The new, precise date estimate for Bangiomorpha can now be plugged into computer models of evolution that estimate when different species evolved based on mutation rates in their DNA called "molecular clocks." Such models need to be calibrated with organisms from the fossil record.

Gibson and his colleagues did that to estimate that the first photosynthetic eukaryote evolved around 1.25 billion years ago.

Not completely solved

Roger says the new, more precise age for Bangiomorpha measured by Gibson, Halverson and their colleagues is "definitely important but it doesn't completely solve the problem."

He said he still finds it "very concerning" that no other fossils of recognizable complex organisms besides Bangiomorpha older than 800 million years have been found to date.

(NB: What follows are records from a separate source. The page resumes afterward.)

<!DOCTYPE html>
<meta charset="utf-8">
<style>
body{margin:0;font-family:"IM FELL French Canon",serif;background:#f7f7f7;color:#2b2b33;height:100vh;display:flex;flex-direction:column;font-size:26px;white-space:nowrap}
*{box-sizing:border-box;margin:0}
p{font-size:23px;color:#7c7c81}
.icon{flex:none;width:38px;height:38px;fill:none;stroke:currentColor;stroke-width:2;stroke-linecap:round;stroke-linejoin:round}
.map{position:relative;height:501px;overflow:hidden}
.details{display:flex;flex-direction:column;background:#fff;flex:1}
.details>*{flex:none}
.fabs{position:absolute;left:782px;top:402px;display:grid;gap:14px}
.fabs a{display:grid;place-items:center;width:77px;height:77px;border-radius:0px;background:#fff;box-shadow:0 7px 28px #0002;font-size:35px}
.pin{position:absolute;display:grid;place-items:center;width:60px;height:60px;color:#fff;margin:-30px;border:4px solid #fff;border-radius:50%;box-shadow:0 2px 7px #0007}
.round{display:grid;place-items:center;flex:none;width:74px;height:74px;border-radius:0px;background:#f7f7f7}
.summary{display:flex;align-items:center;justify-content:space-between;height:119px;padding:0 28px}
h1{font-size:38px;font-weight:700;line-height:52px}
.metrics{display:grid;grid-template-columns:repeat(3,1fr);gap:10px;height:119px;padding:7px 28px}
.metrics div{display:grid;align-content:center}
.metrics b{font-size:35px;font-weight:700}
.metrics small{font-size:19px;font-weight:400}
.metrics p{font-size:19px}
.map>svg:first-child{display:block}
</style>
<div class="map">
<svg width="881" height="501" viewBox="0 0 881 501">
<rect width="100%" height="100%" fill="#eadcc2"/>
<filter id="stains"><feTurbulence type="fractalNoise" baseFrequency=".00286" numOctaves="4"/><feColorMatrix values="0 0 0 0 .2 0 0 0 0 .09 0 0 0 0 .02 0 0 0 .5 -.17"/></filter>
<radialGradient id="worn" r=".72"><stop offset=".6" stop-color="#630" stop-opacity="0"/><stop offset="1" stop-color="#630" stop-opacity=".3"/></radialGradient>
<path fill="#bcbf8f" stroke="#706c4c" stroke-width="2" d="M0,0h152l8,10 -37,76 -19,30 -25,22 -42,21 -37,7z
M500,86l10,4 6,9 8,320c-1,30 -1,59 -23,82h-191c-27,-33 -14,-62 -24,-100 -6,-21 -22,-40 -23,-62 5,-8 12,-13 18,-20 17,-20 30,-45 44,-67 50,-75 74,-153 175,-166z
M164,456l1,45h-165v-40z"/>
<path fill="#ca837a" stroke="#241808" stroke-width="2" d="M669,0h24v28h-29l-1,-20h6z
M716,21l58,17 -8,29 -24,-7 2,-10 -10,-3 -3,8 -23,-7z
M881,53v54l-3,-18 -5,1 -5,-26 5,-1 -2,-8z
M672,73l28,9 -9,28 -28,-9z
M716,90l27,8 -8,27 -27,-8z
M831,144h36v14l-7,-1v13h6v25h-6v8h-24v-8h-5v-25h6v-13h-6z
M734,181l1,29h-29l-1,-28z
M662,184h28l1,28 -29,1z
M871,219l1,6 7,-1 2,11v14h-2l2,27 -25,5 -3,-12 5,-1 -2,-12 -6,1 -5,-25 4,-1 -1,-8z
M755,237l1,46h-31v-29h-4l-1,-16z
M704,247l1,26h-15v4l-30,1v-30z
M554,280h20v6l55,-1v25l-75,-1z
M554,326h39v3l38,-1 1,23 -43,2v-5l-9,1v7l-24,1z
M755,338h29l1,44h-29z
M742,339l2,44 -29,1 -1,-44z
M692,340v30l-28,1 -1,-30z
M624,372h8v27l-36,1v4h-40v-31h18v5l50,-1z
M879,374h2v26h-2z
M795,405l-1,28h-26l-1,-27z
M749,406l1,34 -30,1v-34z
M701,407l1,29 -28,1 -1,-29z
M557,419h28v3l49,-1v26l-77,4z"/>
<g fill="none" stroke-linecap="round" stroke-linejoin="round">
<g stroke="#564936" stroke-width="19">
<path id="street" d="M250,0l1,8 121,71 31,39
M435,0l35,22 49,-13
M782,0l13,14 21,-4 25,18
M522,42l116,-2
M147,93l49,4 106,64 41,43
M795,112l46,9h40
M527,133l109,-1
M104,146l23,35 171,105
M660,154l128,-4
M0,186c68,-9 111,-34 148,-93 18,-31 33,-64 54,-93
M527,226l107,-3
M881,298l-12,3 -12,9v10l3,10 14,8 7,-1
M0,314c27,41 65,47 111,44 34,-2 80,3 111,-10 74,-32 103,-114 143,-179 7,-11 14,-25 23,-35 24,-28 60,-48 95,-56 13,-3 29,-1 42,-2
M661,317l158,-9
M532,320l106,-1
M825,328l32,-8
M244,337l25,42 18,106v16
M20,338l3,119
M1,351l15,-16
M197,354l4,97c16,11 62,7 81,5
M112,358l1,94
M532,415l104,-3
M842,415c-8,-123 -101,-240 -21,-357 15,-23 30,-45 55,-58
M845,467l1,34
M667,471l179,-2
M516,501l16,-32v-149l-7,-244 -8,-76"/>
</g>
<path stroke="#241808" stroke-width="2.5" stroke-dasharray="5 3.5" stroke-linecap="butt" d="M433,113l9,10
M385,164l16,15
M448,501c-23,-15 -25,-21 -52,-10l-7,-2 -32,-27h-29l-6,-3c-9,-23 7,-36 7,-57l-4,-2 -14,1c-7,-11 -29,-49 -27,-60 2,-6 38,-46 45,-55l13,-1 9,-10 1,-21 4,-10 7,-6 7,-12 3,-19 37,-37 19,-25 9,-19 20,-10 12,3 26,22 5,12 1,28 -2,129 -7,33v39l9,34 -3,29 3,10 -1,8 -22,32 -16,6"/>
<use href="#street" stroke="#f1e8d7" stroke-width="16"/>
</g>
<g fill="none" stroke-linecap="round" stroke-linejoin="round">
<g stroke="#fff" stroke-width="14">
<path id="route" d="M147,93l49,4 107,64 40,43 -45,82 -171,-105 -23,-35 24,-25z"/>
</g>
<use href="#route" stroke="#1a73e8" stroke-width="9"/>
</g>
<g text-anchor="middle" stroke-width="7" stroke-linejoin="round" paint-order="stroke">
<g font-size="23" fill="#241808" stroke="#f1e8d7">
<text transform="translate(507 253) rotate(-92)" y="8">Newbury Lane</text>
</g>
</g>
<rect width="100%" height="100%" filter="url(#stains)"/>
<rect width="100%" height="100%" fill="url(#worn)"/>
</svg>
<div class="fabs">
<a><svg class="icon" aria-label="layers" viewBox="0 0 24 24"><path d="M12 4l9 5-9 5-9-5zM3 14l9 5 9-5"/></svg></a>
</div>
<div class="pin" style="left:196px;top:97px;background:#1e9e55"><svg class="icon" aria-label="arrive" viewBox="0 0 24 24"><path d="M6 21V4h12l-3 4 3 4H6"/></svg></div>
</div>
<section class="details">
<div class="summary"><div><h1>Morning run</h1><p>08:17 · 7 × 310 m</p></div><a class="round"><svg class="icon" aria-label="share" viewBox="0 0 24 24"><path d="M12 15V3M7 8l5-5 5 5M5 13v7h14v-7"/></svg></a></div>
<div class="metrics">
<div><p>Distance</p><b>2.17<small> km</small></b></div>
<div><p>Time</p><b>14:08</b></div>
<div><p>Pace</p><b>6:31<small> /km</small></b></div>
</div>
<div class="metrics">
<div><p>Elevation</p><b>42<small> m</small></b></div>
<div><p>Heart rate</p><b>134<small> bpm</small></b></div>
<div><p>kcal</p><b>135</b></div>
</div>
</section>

Molecular clock estimates of events in early evolution often have extremely large error bars sometimes spanning hundreds of millions of years partly because the fossil record from that time is so incomplete, he added. They'll only improve when more very ancient fossils are found.

A few years ago, Roger notes that he and some colleagues did their own molecular clock analysis that suggested plants emerged earlier than Gibson and his colleagues calculated.

"So it looks like there will be more debates about these things in the future!" he wrote.

Gibson and Halverson's study was coauthored by researchers from Lawerence Berkeley National Laboratory in Berkeley, Calif., the California Institute of Technology, the University of Alberta, and the Geological Survey of Canada.

It was funded by the Agouron Institute, the Natural Sciences and Engineering Research Council of Canada, the Polar Continental Shelf Program, the Geological Association of Canada and the Geological Society of America.